1
import requests
from bs4 import BeautifulSoup
from lxml import etree
import csv

with open('1_colonia.csv', 'r', encoding='utf-8') as csvfile:
    reader = csv.reader(csvfile, delimiter=';')
    next(reader)  # skip the header row
    for row in reader:
        url = row[0]
        page = requests.get(url)
        # parse the html with BeautifulSoup
        soup = BeautifulSoup(page.content, 'html.parser')
        # parse the HTML and print the result to the console
        dom = etree.HTML(str(soup))
        property = (dom.xpath('//*[@id="header"]/div/div[2]/h1'))
        duration = (dom.xpath('//*[@id="header"]/div/p'))
        price = (dom.xpath('//*[@id="price"]/div/div/span/span[3]'))
        # save the data to a CSV file, adding the url as a column to the CSV file
        with open('2_colonia.csv', 'a', newline='', encoding='utf-8') as csvfile:
            writer = csv.writer(csvfile, delimiter=';') 
            writer.writerow([url, property[0].text, duration[0].text,price[0].text])

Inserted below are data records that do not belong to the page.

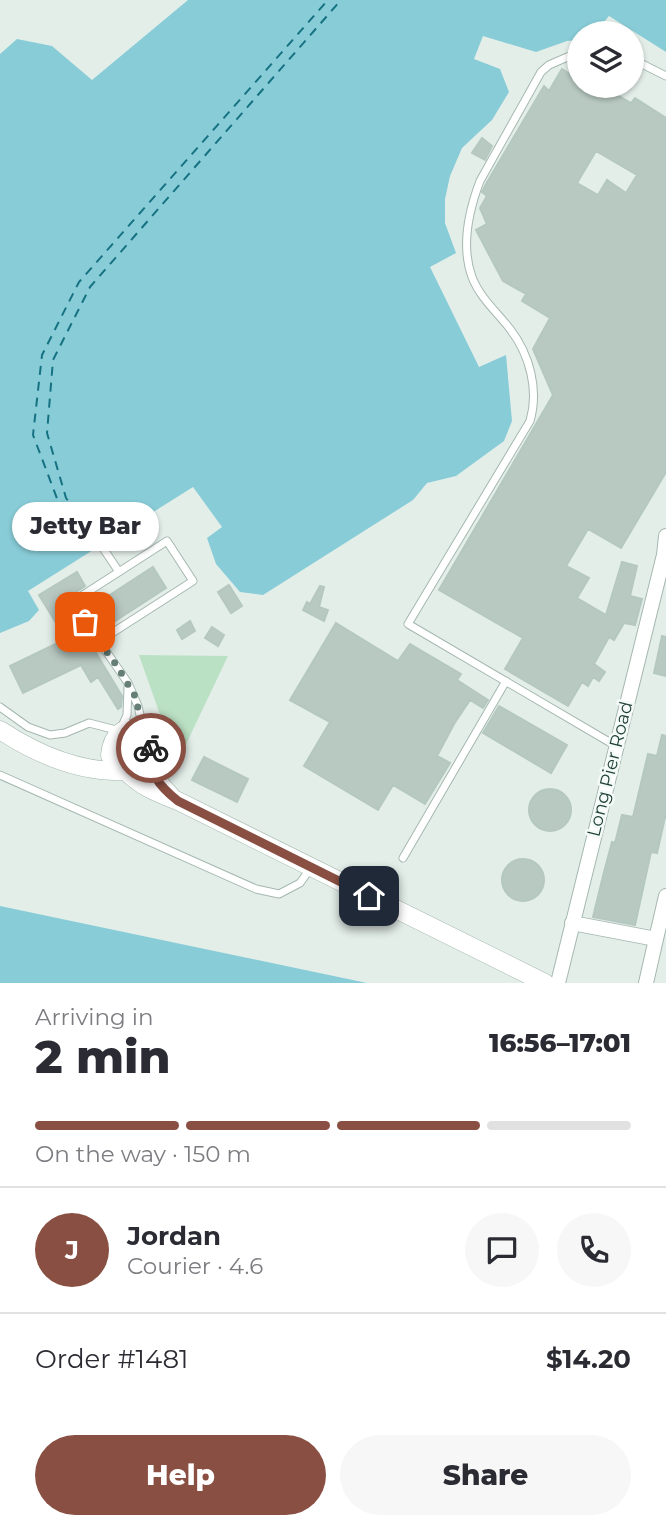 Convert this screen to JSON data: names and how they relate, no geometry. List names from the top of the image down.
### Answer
{
  "streets": {
    "street": ["Long Pier Road"]
  },
  "places": ["Jetty Bar"],
  "page": {
    "bubble": "Jetty Bar",
    "heading": ["2 min", "Arriving in", "16:56–17:01"],
    "panel": [
      "Jordan",
      "Courier · 4.6",
      "Order #1481",
      "$14.20"
    ],
    "bar": "On the way · 150 m",
    "round": "J",
    "buttons": ["Help", "Share"]
  }
}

'1_colonia.csv' contains a list of 815 links of properties on sale. The script works until this message appears:

Traceback (most recent call last):
  File "/home/flimflam/Python/colonia/2_colonia.py", line 23, in <module>
    writer.writerow([url, property[0].text, duration[0].text, price[0].text])
IndexError: list index out of range

I am not sure where the problem lies. Can anyone help me out, please? Thanks,

HedgeHog
  • 22,146
  • 4
  • 14
  • 36
  • 1
    Does this answer your question? [Does "IndexError: list index out of range" when trying to access the N'th item mean that my list has less than N items?](https://stackoverflow.com/questions/1098643/does-indexerror-list-index-out-of-range-when-trying-to-access-the-nth-item-m) – HedgeHog Sep 19 '22 at 18:52
  • Danke schön, HedgeHog, for editing the question. And, no , the link you sent me does not help me. – Johnny FlimFlam Sep 19 '22 at 18:53
  • 1
    Check the answer to the question in the link again - Then check your extracted `lists`, there seems to be an empty one. – HedgeHog Sep 19 '22 at 19:18
  • I found the error. One of the elements I want to scrape has the following XPath: duration = **(dom.xpath('//*[@id="header"]/div/p'))**. But, in some pages, it turns into **(dom.xpath('//*[@id="header"]/div/div[3]/p'))**. And this difference was causing the IndexError: list index out of range. – Johnny FlimFlam Sep 19 '22 at 22:17

1 Answers1

0

xpath returns lists (for the kind of expression you are using), so in your script property, duration and price are lists.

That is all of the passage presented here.